*Dataset excerpts*.
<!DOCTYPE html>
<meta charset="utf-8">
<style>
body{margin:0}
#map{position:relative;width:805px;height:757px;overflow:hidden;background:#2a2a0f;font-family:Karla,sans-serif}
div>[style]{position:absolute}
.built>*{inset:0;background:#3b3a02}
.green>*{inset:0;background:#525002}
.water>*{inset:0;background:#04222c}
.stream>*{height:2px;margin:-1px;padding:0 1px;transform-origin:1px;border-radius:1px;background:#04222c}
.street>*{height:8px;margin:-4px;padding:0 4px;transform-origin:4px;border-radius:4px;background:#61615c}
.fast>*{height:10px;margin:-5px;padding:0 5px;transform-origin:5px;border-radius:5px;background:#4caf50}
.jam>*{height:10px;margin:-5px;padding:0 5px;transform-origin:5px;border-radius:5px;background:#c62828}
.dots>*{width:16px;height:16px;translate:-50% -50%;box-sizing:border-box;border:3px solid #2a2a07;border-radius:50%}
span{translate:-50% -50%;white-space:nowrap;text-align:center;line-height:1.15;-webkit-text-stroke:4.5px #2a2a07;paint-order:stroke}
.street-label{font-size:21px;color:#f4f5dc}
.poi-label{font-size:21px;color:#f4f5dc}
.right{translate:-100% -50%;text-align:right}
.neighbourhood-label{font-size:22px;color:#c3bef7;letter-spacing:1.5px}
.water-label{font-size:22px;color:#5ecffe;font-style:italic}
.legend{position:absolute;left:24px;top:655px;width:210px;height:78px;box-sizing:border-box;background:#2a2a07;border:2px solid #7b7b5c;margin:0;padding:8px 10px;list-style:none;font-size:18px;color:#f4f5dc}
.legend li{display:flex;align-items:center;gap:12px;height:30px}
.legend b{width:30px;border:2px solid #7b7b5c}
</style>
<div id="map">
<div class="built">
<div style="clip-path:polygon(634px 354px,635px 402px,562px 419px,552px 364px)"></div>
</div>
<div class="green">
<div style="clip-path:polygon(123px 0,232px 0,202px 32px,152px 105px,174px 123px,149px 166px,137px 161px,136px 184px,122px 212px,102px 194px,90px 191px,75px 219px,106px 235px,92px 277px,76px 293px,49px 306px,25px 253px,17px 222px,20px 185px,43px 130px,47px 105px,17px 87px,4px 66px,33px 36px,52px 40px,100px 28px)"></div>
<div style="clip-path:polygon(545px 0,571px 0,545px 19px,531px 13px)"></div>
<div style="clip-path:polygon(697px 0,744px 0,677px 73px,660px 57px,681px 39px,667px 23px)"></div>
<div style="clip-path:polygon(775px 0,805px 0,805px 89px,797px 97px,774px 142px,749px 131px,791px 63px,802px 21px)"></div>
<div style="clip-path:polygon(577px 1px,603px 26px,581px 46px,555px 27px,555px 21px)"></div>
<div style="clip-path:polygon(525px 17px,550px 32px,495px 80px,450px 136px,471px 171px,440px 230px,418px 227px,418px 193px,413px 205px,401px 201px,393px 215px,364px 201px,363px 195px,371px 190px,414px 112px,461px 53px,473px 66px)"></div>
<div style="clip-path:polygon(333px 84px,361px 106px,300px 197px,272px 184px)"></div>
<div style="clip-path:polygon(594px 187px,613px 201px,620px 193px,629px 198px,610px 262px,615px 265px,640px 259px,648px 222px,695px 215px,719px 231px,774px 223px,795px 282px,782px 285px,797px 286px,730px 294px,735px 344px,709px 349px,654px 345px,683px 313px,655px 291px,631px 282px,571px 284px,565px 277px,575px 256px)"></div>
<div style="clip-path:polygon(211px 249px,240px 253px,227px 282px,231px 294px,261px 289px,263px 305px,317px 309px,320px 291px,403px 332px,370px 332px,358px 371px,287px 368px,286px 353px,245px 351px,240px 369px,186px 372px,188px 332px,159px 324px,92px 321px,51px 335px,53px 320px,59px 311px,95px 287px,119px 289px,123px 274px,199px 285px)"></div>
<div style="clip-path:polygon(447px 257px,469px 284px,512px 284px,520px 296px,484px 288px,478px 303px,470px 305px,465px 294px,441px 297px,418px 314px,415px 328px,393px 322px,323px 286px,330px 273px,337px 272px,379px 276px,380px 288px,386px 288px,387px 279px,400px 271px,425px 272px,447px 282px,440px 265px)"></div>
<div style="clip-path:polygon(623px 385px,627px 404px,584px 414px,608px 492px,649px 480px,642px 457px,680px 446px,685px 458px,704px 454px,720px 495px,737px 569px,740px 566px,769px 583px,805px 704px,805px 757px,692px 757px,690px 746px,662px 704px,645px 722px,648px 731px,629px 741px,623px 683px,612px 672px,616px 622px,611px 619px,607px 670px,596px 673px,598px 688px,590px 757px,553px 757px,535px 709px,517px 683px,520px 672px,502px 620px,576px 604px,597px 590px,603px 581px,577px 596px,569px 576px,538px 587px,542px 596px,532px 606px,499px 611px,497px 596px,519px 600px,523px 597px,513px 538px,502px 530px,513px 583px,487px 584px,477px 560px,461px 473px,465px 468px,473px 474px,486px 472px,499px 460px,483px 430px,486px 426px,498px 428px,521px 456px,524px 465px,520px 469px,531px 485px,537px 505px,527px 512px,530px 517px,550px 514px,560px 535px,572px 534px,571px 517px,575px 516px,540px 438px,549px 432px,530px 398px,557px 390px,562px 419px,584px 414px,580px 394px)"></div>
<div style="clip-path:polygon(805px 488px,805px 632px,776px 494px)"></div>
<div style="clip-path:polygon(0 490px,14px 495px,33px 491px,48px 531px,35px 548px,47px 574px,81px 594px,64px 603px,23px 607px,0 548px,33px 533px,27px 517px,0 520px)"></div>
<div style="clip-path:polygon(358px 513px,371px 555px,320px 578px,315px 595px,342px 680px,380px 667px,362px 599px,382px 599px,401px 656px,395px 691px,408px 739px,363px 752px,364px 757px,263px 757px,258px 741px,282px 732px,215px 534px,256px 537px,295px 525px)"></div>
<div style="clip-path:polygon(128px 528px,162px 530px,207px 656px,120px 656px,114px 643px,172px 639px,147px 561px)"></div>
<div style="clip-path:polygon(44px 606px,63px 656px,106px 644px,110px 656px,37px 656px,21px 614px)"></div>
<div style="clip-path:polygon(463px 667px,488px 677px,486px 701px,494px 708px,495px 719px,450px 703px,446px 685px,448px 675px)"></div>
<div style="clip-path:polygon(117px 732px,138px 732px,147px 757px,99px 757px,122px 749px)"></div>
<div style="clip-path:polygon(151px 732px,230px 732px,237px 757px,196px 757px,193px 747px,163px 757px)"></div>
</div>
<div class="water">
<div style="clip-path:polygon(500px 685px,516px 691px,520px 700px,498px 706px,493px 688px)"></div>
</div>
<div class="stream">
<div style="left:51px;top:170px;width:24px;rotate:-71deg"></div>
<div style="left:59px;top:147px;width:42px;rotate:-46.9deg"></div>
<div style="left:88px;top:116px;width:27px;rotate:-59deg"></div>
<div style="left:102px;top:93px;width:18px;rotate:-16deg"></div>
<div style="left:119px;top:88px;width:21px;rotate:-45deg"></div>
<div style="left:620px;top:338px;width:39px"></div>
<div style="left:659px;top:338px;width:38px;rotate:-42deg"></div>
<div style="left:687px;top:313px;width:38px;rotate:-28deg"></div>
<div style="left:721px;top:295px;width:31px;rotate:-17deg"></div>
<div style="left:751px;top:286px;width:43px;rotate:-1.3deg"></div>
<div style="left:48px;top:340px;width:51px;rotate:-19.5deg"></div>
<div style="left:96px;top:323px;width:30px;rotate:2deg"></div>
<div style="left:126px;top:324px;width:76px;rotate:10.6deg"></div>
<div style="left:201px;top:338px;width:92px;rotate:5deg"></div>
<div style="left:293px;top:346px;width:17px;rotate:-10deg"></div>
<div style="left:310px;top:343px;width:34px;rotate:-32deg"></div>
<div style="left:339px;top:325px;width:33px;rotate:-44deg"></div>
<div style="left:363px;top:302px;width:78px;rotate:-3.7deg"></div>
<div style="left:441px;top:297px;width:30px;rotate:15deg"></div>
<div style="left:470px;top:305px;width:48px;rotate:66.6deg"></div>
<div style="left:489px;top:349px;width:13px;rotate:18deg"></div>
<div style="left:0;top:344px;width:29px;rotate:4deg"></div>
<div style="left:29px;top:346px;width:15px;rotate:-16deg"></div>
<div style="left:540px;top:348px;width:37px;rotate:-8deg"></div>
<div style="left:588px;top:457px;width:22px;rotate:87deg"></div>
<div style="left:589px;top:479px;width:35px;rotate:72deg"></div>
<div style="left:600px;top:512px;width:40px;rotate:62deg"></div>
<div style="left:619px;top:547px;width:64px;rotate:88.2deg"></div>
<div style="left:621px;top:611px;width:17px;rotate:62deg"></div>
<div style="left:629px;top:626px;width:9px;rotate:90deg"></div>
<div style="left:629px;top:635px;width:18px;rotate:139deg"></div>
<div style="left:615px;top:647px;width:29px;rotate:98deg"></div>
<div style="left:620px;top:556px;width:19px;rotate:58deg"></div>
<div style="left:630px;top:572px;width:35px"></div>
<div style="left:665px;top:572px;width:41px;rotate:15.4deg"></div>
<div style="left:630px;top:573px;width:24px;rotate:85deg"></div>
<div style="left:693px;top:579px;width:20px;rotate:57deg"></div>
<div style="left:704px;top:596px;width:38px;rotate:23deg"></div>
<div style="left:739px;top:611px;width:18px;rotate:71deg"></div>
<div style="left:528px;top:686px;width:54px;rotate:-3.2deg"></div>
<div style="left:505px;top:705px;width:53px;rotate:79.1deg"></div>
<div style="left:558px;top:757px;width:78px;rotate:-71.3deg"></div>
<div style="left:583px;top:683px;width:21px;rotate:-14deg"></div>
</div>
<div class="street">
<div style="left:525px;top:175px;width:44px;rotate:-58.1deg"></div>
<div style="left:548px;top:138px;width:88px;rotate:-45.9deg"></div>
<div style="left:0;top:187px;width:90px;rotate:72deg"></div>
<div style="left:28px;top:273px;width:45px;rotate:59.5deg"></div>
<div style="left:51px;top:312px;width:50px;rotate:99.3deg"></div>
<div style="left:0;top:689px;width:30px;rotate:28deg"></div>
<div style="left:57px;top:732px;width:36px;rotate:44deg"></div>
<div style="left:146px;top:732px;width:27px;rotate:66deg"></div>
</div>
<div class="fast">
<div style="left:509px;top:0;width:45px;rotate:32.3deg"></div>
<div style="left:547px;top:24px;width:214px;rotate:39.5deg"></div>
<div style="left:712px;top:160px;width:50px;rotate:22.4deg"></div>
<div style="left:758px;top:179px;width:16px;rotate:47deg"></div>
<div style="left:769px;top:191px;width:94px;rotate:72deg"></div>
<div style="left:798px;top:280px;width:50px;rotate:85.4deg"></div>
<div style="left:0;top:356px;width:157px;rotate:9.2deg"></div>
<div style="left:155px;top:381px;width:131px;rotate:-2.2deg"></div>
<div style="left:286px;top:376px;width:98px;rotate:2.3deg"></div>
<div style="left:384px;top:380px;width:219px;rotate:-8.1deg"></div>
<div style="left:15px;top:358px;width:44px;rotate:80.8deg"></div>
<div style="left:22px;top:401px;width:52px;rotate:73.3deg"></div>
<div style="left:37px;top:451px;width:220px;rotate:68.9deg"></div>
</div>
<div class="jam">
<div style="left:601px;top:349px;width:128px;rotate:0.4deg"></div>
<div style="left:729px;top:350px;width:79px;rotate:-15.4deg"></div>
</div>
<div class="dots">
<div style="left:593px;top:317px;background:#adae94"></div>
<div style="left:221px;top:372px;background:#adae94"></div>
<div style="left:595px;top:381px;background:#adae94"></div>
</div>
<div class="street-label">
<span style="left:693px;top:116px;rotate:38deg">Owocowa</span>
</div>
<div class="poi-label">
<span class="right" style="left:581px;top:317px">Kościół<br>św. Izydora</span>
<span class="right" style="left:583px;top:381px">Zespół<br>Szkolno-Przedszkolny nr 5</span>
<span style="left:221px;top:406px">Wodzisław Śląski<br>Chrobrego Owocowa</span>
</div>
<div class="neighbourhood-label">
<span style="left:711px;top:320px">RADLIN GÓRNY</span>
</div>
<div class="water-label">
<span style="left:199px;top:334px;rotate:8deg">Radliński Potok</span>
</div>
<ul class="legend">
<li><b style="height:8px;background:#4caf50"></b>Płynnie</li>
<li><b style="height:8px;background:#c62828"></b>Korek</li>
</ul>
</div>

*What to work on*. Nothing but a number should be given: how many lines in the listing hold the word "stream".

*Finished task*. 2